• _About this task_
All of the data beneath this instruction is to be transcribed word for word.

(Records from a dataset)
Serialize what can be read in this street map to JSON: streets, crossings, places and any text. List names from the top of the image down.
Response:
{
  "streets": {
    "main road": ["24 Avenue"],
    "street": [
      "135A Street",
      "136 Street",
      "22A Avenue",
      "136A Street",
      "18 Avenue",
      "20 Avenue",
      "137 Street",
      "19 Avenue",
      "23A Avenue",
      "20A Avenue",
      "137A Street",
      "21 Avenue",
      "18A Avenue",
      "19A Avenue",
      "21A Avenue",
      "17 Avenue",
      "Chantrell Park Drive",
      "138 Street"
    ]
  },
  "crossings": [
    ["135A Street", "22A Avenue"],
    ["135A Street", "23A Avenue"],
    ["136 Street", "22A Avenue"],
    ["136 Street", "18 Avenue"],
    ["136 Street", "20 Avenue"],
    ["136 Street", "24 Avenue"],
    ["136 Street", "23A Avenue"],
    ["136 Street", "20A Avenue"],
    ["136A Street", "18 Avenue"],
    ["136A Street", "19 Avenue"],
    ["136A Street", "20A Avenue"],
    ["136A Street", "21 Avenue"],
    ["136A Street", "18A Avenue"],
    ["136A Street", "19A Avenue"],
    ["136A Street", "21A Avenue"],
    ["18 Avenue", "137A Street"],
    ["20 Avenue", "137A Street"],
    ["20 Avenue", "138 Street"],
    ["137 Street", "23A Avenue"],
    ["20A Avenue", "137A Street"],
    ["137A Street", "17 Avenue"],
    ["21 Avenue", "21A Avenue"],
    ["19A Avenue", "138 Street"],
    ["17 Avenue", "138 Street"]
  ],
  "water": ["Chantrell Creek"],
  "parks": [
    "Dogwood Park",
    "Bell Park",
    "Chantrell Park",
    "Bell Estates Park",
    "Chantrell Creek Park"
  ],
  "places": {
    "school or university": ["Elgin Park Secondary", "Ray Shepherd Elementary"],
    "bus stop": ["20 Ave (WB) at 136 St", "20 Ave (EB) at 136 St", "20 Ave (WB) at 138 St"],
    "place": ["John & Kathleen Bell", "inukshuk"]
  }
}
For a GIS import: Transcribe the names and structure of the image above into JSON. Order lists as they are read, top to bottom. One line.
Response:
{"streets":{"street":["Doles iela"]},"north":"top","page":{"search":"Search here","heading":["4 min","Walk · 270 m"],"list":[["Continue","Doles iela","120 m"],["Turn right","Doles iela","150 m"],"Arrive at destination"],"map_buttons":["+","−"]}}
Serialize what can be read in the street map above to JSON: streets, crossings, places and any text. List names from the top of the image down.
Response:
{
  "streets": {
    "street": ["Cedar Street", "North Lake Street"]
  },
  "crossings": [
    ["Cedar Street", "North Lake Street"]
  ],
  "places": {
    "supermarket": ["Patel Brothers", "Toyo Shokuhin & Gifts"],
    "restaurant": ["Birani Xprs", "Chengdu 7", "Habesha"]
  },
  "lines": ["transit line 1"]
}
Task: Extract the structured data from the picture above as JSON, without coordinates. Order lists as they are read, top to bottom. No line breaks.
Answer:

• _Answer_
Serialize what can be read in this street map to JSON: streets, crossings, places and any text. List names from the top of the image down.
Response:
{
  "streets": {
    "main road": ["24 Avenue"],
    "street": [
      "135A Street",
      "136 Street",
      "22A Avenue",
      "136A Street",
      "18 Avenue",
      "20 Avenue",
      "137 Street",
      "19 Avenue",
      "23A Avenue",
      "20A Avenue",
      "137A Street",
      "21 Avenue",
      "18A Avenue",
      "19A Avenue",
      "21A Avenue",
      "17 Avenue",
      "Chantrell Park Drive",
      "138 Street"
    ]
  },
  "crossings": [
    ["135A Street", "22A Avenue"],
    ["135A Street", "23A Avenue"],
    ["136 Street", "22A Avenue"],
    ["136 Street", "18 Avenue"],
    ["136 Street", "20 Avenue"],
    ["136 Street", "24 Avenue"],
    ["136 Street", "23A Avenue"],
    ["136 Street", "20A Avenue"],
    ["136A Street", "18 Avenue"],
    ["136A Street", "19 Avenue"],
    ["136A Street", "20A Avenue"],
    ["136A Street", "21 Avenue"],
    ["136A Street", "18A Avenue"],
    ["136A Street", "19A Avenue"],
    ["136A Street", "21A Avenue"],
    ["18 Avenue", "137A Street"],
    ["20 Avenue", "137A Street"],
    ["20 Avenue", "138 Street"],
    ["137 Street", "23A Avenue"],
    ["20A Avenue", "137A Street"],
    ["137A Street", "17 Avenue"],
    ["21 Avenue", "21A Avenue"],
    ["19A Avenue", "138 Street"],
    ["17 Avenue", "138 Street"]
  ],
  "water": ["Chantrell Creek"],
  "parks": [
    "Dogwood Park",
    "Bell Park",
    "Chantrell Park",
    "Bell Estates Park",
    "Chantrell Creek Park"
  ],
  "places": {
    "school or university": ["Elgin Park Secondary", "Ray Shepherd Elementary"],
    "bus stop": ["20 Ave (WB) at 136 St", "20 Ave (EB) at 136 St", "20 Ave (WB) at 138 St"],
    "place": ["John & Kathleen Bell", "inukshuk"]
  }
}
For a GIS import: Transcribe the names and structure of the image above into JSON. Order lists as they are read, top to bottom. One line.
Response:
{"streets":{"street":["Doles iela"]},"north":"top","page":{"search":"Search here","heading":["4 min","Walk · 270 m"],"list":[["Continue","Doles iela","120 m"],["Turn right","Doles iela","150 m"],"Arrive at destination"],"map_buttons":["+","−"]}}
Serialize what can be read in the street map above to JSON: streets, crossings, places and any text. List names from the top of the image down.
Response:
{
  "streets": {
    "street": ["Cedar Street", "North Lake Street"]
  },
  "crossings": [
    ["Cedar Street", "North Lake Street"]
  ],
  "places": {
    "supermarket": ["Patel Brothers", "Toyo Shokuhin & Gifts"],
    "restaurant": ["Birani Xprs", "Chengdu 7", "Habesha"]
  },
  "lines": ["transit line 1"]
}
Task: Extract the structured data from the picture above as JSON, without coordinates. Order lists as they are read, top to bottom. No line breaks.
Answer:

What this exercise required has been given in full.